Обсуждение: Jira database won't start after disk filled up

Поиск
Список
Период
Сортировка

Jira database won't start after disk filled up

От
Paul Costello
Дата:
I have a database that wouldn't start due to the disk filling up back on 1/10, unbeknownst to us until 2/27.  This is jira, so it's critical data.  It appears jira was running in memory that entire time.

I needed to run pg_resetxlog -f in order to start the database.  It started, but upon logging in I found the system catalog and some data to be corrupt. 

I was able to run a pg_dumpall on the database and restore it to an re-initialized cluster.  However, there were 3 primary key errors during the restore, because duplicate data got into the tables. 

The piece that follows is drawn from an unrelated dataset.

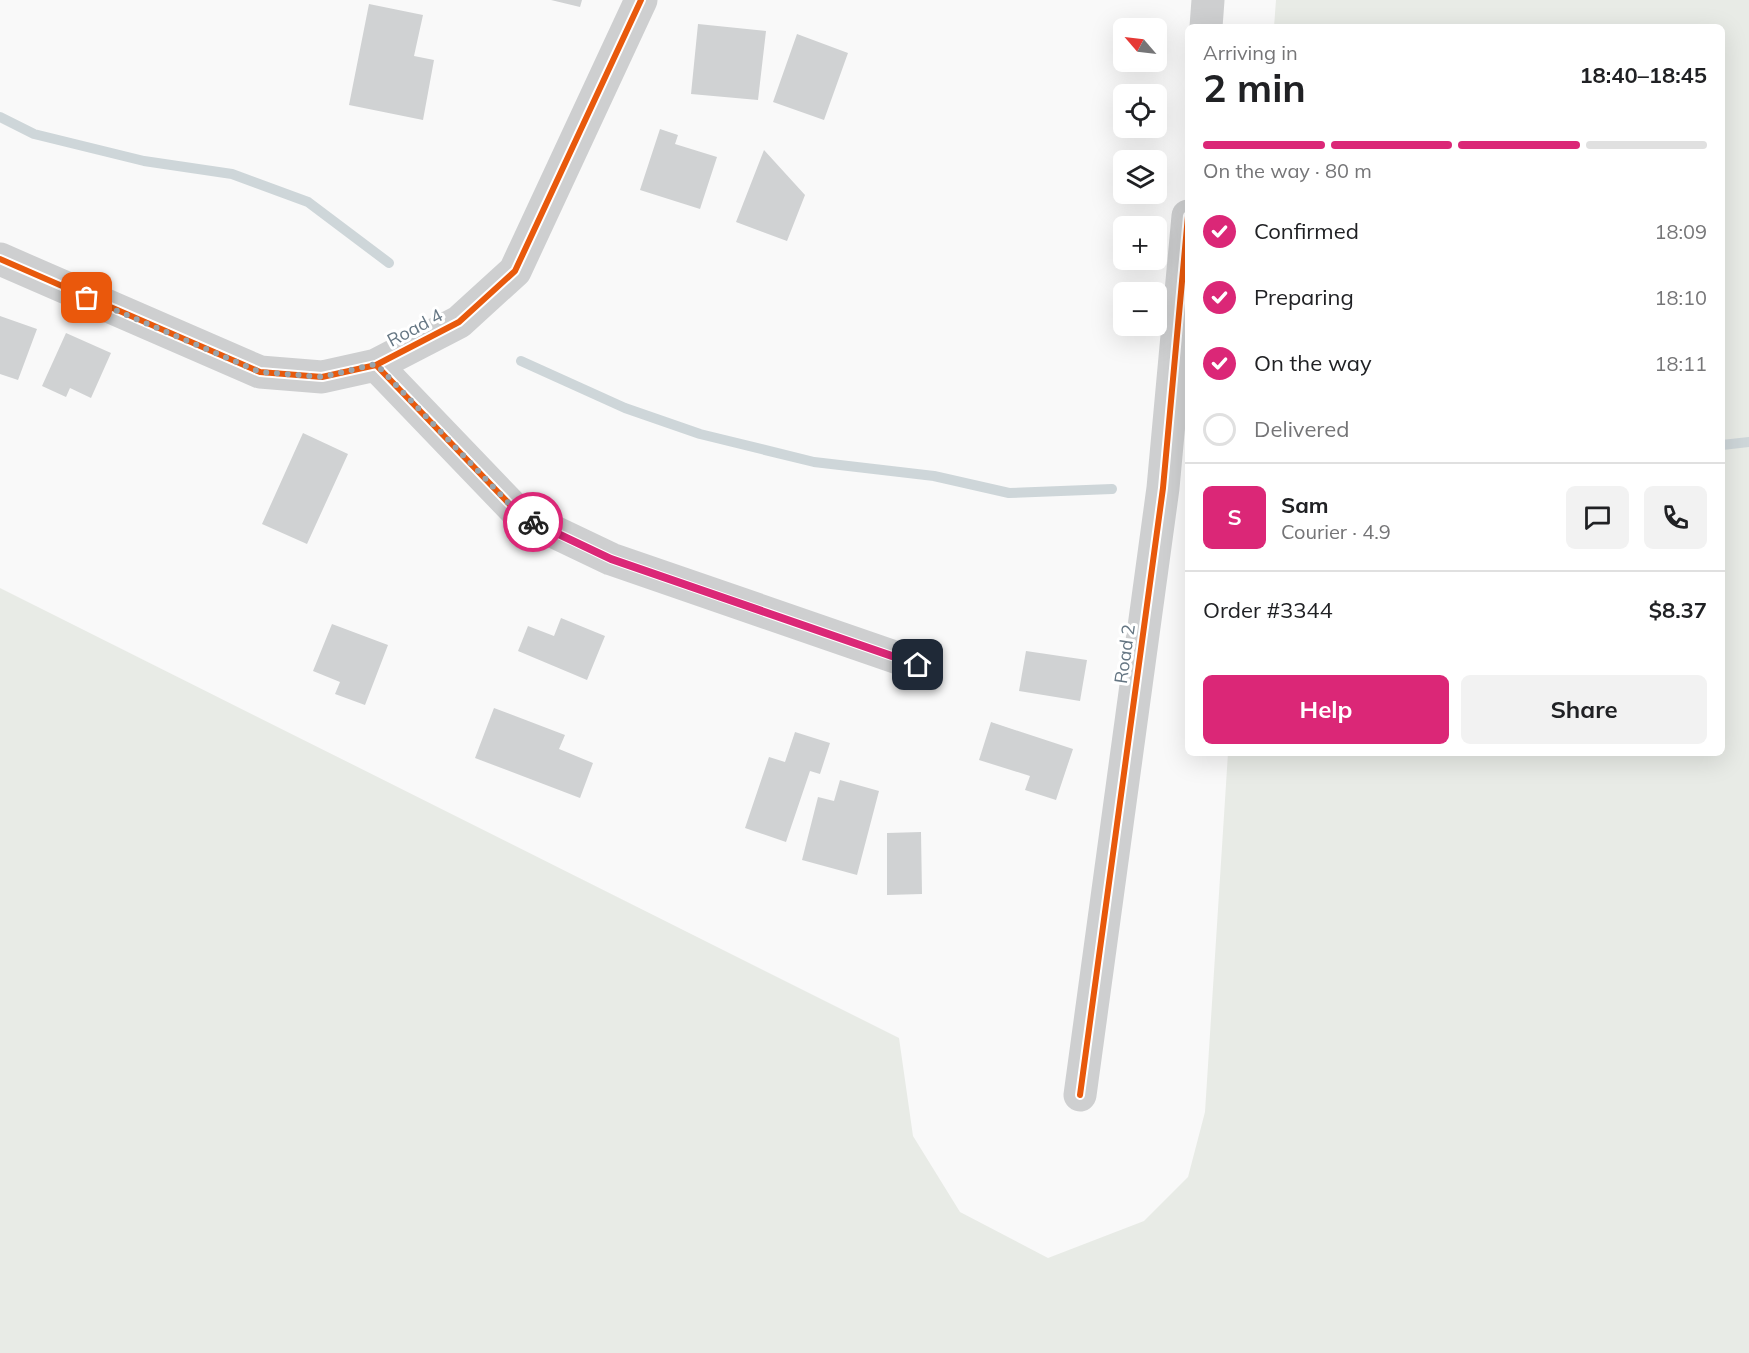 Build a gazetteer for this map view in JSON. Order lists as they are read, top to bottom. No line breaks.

My hypothesis is that because of the system catalog corruption the primary key uniqueness was not being enforced.  Not sure when this occurred though  1) right after the disk filled up 2) when I ran pg_resetxlog -f or 3) after I ran pg_resetxlog and before I did the backup.  jira was still running after I got it started and I waited a few hours to do the backup.  My guess is the duplicate data got in there right after the disk filled up on 1/10 though.

We had a snapshot from 1/5 which is restored to production, such as it is.  But, they created another test vm for me to attempt to bring data back to 2/27. 

Is there anything I can do short of pg_resetxlog -f to bring this database back up more safely, and possibly avoid the duplicate data/primary key errors?  It wouldn't start without the force option.  Should I simply shut down jira, try pg_restxlog -f again and do the pg_dumpall immediately?

These are the errors I am currently seeing while trying to start the database. 

2018-03-02 11:01:06 CST LOG:  database system was interrupted; last known up at 2018-01-10 12:19:01 CST
2018-03-02 11:01:06 CST LOG:  database system was not properly shut down; automatic recovery in progress
2018-03-02 11:01:06 CST LOG:  redo starts at 36/B8556D58
2018-03-02 11:01:06 CST LOG:  incomplete startup packet
2018-03-02 11:01:07 CST FATAL:  the database system is starting up
...
2018-03-02 11:01:12 CST LOG:  incomplete startup packet
2018-03-02 11:01:29 CST FATAL:  the database system is starting up
...
2018-03-02 11:01:30 CST LOG:  record with zero length at 36/F754CBD8
2018-03-02 11:01:30 CST LOG:  redo done at 36/F754CBA8
2018-03-02 11:01:30 CST LOG:  last completed transaction was at log time 2018-02-26 17:55:43.238541-06

Any ideas or thoughts are appreciated.

Paul

Re: Jira database won't start after disk filled up

От
Vick Khera
Дата:
On Fri, Mar 2, 2018 at 4:32 PM, Paul Costello <paulc1217@gmail.com> wrote:
I have a database that wouldn't start due to the disk filling up back on 1/10, unbeknownst to us until 2/27.  This is jira, so it's critical data.  It appears jira was running in memory that entire time.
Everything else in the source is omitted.